## Data for this task
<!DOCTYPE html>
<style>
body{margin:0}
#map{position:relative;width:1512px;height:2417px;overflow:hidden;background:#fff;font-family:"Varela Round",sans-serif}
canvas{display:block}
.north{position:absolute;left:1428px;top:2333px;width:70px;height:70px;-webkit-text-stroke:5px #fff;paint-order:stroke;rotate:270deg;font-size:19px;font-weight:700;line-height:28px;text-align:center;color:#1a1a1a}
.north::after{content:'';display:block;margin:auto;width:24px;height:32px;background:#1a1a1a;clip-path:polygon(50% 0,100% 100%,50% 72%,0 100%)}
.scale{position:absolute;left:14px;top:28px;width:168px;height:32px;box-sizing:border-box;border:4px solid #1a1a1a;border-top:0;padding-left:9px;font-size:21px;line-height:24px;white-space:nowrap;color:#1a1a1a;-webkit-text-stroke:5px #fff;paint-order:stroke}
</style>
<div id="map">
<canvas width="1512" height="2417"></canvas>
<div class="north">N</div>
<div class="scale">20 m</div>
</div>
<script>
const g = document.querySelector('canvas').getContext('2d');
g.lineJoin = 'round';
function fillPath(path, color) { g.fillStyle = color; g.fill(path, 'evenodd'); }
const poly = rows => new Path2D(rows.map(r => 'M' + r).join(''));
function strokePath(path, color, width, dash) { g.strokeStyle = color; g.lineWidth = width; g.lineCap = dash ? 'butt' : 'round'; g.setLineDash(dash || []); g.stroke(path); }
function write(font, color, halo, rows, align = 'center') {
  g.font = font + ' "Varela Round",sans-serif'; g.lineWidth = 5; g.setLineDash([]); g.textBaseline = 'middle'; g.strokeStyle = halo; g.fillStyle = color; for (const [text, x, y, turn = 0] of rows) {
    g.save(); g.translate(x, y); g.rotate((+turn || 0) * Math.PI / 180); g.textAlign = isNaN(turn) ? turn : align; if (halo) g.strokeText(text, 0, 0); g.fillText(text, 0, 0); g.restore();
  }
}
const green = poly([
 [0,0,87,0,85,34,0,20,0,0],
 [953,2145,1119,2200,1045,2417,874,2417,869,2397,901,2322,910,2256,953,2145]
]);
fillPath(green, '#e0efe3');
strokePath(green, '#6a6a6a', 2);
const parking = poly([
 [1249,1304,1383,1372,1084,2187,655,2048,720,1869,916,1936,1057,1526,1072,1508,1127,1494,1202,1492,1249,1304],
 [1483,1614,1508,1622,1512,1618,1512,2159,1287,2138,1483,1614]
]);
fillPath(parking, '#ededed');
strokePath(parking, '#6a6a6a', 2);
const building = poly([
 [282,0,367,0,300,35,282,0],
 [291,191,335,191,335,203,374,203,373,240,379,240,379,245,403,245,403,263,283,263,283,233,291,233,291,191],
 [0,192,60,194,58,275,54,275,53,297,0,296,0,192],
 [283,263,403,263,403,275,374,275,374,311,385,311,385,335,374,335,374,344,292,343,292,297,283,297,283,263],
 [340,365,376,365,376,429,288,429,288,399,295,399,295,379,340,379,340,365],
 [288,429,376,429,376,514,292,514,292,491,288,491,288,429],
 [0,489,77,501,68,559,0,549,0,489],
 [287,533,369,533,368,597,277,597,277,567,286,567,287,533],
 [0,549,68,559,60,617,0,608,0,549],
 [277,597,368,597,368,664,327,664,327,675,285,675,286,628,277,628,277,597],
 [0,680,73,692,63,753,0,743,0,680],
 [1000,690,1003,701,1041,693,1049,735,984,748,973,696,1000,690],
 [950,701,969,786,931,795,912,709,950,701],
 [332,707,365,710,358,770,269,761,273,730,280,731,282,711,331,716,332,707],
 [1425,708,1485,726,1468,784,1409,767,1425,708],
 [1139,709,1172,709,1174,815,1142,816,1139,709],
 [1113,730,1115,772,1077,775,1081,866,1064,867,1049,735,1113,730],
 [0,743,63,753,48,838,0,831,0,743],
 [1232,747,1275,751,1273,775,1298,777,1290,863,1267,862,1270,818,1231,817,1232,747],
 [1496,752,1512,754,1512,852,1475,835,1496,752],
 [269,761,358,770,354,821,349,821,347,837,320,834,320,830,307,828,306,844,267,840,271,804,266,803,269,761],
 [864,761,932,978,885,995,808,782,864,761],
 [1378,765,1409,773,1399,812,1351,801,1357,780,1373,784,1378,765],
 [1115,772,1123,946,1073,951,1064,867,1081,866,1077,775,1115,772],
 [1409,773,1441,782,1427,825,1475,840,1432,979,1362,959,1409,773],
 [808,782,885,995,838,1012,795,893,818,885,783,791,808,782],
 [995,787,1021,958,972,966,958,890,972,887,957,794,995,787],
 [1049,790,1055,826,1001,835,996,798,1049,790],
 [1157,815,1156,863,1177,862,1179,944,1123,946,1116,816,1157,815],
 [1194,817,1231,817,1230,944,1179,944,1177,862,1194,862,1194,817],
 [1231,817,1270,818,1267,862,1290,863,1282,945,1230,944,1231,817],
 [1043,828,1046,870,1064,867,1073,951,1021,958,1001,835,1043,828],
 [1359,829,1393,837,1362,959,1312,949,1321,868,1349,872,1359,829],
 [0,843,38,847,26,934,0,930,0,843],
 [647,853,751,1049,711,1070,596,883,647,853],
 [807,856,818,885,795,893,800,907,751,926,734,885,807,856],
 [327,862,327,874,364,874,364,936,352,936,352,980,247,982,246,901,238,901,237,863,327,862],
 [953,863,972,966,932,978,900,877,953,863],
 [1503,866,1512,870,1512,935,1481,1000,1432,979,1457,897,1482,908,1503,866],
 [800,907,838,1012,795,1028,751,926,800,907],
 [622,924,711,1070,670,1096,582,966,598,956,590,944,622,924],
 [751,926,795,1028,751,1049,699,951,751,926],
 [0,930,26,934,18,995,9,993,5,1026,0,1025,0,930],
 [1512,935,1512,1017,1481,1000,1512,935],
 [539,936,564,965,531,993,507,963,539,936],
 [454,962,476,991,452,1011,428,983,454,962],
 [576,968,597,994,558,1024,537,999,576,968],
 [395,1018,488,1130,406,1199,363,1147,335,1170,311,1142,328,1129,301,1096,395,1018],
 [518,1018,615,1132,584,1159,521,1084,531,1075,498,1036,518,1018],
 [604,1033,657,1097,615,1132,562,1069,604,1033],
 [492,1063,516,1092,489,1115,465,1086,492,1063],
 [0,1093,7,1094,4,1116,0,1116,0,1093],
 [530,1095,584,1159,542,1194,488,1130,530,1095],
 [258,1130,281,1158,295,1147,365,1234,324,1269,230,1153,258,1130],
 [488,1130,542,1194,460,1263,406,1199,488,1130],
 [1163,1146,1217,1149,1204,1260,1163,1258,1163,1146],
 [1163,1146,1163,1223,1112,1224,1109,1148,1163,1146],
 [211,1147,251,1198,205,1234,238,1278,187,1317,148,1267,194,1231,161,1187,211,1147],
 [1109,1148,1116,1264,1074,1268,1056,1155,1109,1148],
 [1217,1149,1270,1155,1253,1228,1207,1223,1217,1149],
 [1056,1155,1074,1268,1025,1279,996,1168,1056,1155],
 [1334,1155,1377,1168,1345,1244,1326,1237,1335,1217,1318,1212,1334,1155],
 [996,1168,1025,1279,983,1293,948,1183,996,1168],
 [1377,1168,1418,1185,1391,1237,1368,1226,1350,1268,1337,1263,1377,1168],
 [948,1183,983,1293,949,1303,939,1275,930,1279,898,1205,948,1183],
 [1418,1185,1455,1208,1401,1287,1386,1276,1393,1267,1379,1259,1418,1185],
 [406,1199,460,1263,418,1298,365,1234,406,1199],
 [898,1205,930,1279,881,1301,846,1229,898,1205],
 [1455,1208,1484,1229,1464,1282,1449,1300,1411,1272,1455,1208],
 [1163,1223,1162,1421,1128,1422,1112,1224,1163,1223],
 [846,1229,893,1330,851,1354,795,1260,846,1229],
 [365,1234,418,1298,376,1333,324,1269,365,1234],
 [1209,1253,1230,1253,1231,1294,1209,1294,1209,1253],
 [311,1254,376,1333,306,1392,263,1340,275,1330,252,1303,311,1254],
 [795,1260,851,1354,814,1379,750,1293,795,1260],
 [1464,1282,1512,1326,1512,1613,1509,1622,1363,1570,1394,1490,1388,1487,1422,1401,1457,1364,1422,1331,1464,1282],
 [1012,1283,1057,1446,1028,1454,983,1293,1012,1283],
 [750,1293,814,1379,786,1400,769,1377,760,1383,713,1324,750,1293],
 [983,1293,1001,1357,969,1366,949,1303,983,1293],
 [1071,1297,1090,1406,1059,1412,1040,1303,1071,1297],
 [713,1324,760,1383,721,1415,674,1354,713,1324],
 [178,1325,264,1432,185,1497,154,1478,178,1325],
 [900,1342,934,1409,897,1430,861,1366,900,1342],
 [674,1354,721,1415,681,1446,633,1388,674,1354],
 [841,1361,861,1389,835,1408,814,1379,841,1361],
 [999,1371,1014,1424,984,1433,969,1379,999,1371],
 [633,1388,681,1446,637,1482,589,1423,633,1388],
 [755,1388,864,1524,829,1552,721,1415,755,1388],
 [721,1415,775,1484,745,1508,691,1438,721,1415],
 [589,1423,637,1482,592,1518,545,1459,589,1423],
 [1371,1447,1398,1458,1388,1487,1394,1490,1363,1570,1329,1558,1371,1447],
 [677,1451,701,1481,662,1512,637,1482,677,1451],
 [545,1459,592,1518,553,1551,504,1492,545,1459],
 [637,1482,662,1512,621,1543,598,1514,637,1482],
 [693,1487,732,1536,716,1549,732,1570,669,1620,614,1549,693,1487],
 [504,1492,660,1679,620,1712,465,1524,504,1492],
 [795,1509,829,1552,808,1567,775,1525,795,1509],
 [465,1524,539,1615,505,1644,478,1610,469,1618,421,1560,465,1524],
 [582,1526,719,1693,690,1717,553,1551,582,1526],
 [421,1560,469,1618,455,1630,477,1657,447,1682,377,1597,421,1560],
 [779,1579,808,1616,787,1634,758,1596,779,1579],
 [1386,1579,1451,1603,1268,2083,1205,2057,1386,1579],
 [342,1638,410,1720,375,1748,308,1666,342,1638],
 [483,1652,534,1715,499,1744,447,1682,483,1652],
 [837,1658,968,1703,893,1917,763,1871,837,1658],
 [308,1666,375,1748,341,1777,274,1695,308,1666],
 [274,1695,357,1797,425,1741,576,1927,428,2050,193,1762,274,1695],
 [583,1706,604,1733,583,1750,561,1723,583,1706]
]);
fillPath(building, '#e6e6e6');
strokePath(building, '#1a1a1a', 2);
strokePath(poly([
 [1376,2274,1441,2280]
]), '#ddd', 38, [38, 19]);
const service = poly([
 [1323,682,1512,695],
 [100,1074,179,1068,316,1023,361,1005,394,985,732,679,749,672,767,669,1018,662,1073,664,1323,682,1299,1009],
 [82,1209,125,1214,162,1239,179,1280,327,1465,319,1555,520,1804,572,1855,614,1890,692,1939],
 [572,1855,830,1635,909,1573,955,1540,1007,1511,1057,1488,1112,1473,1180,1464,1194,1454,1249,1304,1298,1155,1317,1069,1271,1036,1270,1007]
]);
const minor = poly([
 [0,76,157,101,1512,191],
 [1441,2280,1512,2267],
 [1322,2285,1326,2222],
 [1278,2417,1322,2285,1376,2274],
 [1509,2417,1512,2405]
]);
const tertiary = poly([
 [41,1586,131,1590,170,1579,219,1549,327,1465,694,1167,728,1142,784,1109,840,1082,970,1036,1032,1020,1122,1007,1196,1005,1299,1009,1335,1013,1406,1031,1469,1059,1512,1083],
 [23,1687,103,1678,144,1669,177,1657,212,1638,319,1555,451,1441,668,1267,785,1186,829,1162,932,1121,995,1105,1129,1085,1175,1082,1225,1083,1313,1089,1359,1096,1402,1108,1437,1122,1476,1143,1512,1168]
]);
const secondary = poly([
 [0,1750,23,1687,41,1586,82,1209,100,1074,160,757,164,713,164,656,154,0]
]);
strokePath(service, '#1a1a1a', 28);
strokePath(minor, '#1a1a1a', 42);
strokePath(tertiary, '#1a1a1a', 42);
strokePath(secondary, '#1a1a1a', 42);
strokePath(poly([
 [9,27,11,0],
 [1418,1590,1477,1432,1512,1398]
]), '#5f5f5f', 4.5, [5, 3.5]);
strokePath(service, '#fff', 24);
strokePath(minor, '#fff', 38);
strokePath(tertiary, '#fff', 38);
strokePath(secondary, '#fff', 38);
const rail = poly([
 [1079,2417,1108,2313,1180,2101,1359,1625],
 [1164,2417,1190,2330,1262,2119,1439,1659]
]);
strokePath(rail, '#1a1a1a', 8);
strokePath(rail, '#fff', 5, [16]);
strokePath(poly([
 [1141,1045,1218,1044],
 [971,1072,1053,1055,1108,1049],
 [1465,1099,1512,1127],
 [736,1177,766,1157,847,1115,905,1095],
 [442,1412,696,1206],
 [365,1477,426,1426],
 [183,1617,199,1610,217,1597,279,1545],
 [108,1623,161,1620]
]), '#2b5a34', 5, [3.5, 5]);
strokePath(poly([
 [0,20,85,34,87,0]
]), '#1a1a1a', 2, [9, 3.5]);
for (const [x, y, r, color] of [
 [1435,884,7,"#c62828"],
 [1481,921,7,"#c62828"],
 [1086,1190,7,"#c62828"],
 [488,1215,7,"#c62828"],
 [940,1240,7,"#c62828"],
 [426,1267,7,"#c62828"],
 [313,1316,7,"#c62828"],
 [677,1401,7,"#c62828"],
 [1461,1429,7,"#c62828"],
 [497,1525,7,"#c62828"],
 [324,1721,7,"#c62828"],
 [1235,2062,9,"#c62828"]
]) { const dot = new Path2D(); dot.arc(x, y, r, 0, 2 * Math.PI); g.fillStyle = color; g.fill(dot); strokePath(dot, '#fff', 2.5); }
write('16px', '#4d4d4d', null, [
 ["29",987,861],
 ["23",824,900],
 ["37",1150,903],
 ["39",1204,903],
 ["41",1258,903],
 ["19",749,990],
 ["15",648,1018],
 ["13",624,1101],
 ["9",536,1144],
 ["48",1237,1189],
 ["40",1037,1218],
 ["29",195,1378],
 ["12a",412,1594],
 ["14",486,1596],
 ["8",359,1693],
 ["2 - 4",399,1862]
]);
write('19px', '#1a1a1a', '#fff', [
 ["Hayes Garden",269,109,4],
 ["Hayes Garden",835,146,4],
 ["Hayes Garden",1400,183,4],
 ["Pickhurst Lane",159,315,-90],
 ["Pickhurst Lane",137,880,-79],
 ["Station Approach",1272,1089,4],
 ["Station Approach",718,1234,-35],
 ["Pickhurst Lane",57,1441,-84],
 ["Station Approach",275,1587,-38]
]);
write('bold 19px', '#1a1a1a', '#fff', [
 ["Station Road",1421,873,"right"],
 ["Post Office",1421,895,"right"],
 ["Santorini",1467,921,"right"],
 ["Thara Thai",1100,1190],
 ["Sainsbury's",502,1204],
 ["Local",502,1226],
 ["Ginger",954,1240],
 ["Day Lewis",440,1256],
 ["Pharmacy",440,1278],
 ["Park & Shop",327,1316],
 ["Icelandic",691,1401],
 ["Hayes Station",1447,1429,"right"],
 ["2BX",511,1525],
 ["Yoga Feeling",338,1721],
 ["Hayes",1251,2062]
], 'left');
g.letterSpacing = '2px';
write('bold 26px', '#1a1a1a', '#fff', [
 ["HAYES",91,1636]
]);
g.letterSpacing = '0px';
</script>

## To do
Line count for the string "bold": please say how many lines in the entries above contain it, with no other words.

## Response to the exercise
2